COLUMNA

La gripe también es económica

Cuando la economía estadounidense coge un resfriado, el mundo entero estornuda. ¿Pero qué pasa cuando coge algo un poco más severo? Puede que estemos a punto de comprobarlo.

El Gobierno de EE UU declaró una emergencia sanitaria al descubrir una docena de casos de la misma variedad de fiebre porcina que para el lunes había matado a 100 personas en México. Tal y como recomendó la consejera de Seguridad Nacional, Janet Napolitano, no hay razón para que ahora mismo cunda el pánico.

Pero con la economía estadounidense sufriendo ya un terrible caso de peste -contagiada al resto del globo-, la última cosa que soportaría sería una seria epidemia. La última vez que pasó algo similar fue en 2002-2003, el síndrome agudo respiratorio severo (SARS) que se emanó desde China a tres docenas de países.

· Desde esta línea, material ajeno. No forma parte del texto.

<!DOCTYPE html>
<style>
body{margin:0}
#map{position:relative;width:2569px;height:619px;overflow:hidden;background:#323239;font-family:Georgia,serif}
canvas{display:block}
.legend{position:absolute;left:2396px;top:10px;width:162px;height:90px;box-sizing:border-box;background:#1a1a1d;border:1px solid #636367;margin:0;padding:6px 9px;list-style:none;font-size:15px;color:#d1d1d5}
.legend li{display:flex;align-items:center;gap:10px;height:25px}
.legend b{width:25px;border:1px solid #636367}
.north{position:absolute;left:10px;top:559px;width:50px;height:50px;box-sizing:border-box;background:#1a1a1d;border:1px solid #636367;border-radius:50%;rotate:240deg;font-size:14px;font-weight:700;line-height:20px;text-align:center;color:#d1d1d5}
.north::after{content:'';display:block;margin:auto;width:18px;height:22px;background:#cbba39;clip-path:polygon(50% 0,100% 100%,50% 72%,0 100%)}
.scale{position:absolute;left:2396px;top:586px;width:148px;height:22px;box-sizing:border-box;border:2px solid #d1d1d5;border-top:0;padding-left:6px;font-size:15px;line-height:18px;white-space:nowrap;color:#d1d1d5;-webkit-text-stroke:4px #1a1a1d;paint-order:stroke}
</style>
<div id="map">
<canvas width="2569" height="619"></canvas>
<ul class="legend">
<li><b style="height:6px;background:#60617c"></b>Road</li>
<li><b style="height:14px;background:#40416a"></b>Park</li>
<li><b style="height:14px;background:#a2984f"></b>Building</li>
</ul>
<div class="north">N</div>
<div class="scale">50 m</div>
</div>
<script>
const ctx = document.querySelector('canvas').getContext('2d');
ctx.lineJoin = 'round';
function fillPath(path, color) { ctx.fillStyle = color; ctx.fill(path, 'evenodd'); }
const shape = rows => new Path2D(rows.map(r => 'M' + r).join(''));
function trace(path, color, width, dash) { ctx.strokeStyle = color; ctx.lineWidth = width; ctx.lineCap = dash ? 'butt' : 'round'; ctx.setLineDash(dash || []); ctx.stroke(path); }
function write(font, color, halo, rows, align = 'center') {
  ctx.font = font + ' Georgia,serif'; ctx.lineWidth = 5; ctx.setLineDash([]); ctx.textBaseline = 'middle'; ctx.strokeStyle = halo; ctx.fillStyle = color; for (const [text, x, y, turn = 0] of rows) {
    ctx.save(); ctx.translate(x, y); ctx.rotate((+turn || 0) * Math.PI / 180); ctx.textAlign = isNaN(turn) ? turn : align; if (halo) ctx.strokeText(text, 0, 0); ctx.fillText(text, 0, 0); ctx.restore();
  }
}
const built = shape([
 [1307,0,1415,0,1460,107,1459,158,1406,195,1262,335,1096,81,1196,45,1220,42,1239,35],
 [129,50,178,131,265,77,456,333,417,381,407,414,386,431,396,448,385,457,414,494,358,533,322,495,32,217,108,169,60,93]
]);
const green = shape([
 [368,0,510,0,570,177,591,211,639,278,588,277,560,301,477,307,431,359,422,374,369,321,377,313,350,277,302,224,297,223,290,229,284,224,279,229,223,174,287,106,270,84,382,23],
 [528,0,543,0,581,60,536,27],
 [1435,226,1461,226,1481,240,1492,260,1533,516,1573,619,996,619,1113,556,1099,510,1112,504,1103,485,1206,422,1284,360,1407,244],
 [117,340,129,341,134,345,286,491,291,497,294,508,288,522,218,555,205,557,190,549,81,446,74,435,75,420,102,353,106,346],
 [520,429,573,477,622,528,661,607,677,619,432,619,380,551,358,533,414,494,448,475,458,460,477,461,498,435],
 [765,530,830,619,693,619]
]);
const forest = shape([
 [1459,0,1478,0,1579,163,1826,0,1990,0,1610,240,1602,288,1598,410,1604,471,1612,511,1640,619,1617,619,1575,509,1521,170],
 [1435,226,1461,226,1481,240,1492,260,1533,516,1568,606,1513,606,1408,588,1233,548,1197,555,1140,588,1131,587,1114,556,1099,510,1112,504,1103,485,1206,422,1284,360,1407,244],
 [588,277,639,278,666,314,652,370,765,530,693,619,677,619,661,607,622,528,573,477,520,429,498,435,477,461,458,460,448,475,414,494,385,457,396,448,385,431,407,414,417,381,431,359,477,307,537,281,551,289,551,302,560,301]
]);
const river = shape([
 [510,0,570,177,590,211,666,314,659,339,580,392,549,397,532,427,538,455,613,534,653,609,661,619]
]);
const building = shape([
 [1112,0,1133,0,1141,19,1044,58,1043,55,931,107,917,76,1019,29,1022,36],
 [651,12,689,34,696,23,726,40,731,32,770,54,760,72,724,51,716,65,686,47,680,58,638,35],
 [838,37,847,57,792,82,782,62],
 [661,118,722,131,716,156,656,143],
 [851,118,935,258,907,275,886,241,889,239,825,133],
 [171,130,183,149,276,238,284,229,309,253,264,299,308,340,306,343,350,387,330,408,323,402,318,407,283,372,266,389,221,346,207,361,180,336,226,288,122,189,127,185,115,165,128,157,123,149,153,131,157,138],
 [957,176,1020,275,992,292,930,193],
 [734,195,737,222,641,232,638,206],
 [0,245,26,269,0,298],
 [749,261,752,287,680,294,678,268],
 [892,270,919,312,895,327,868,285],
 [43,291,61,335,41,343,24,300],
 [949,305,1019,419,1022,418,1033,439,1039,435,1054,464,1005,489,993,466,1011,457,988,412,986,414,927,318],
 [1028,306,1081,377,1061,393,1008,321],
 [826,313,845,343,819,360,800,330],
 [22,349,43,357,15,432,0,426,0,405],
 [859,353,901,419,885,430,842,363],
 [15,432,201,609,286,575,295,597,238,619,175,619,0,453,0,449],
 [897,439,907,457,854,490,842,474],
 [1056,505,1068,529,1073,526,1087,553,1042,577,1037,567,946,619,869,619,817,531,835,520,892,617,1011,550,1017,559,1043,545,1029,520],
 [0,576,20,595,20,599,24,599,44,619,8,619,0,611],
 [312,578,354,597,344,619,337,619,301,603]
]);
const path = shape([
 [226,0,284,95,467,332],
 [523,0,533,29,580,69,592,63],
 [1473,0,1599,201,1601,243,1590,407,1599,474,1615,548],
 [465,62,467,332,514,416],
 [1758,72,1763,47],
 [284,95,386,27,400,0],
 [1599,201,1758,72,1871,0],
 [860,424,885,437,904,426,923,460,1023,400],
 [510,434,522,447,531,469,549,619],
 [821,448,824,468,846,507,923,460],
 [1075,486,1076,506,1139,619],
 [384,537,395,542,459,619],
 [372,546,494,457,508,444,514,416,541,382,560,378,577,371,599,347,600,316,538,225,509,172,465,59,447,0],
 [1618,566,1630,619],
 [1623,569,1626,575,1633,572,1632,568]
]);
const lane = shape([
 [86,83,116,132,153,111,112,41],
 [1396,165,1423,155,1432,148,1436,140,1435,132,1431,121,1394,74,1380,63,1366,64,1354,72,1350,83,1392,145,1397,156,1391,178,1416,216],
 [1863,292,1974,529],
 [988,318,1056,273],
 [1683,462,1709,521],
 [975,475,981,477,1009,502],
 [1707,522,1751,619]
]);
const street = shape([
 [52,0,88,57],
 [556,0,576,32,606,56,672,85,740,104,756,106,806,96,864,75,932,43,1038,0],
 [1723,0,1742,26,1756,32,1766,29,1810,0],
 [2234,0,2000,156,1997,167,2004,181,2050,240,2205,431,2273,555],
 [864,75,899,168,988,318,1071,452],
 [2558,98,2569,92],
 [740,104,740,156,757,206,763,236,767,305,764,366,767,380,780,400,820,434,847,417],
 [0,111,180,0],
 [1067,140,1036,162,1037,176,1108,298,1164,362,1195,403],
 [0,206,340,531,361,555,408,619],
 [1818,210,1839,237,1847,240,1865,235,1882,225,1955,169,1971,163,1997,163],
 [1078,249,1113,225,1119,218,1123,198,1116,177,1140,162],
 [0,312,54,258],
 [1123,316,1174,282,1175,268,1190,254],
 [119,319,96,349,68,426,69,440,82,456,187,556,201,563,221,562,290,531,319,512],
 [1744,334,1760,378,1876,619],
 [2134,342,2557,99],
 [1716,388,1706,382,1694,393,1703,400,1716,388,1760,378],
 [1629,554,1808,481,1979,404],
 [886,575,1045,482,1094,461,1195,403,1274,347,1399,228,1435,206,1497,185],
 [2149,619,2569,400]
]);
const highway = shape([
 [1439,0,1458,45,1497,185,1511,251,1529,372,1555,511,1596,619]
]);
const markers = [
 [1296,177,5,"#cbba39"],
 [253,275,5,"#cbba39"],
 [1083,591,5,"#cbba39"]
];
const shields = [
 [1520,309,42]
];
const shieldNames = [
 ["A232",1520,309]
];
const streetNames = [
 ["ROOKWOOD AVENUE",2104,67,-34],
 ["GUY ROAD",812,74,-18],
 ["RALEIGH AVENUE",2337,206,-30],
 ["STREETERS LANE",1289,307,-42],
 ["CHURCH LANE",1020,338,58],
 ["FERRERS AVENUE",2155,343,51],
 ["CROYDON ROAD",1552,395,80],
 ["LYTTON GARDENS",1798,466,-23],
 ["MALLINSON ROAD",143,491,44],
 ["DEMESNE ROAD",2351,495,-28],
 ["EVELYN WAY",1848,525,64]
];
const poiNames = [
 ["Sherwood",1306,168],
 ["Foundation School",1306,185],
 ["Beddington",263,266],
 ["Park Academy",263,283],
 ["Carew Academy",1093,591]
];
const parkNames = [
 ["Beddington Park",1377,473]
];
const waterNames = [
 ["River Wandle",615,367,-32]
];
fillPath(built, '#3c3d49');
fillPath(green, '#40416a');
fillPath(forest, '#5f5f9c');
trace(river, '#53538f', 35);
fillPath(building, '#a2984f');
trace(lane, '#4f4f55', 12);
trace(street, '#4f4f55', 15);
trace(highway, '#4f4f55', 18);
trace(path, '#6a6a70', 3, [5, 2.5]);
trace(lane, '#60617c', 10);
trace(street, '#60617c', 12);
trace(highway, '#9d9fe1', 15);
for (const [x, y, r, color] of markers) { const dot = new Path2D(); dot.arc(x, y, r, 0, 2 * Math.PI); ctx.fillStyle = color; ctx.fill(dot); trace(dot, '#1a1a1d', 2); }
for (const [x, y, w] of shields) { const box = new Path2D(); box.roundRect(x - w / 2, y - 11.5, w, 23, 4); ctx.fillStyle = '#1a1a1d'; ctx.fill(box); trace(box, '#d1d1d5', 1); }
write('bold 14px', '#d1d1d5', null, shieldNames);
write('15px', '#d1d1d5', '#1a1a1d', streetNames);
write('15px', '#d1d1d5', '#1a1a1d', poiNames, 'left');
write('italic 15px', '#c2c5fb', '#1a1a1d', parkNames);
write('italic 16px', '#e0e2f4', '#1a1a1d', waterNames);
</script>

El peaje humano del SARS (800 muertos) no fue terriblemente alto. Minucias comparado con la gripe española de después de la primera Guerra Mundial, que causó entre 20 y 100 millones de víctimas mortales. Pero el pánico que provocó hizo que muchos negocios relacionados con el transporte a las zonas calientes se resintieran severamente. La OMS estimó que los viajes internacionales a Hong Kong, Pekín y Toronto, por ejemplo, cayeron a la mitad.

Visto retrospectivamente, la epidemia no carcomió el crecimiento en las regiones de Asia Oriental más afectadas. El PIB chino creció un 9,3% ese año, y Hong Kong lo hizo en un 3,3%, un punto más que en el año anterior.

Esta vez podría ser diferente. Incluso considerando que la gripe mexicana sea una variedad no más letal que el SARS, llega en un momento delicado. La crisis financiera y la contracción económica correspondiente ya se está cobrando víctimas en los negocios y economías más dependientes del comercio, del transporte y del turismo, que son las más susceptibles a empeorar con la nueva gripe.

Además, los Gobiernos de todas partes ya están suficientemente asediados por los rescates de compañías y planes de impulso económico. Una epidemia severa abriría un cuarto o quinto frente. Una de las buenas cosas del SARS fue que Asia, al menos, aprendió mucho sobre el control de epidemias. Hong Kong, por ejemplo, tiene sensores de temperatura en los aeropuertos para los pasajeros que se pueden usar para detectar si alguien es portador de un virus. Por el bien de la economía y de la humanidad, esperemos que sea una variedad de gripe fácilmente controlable.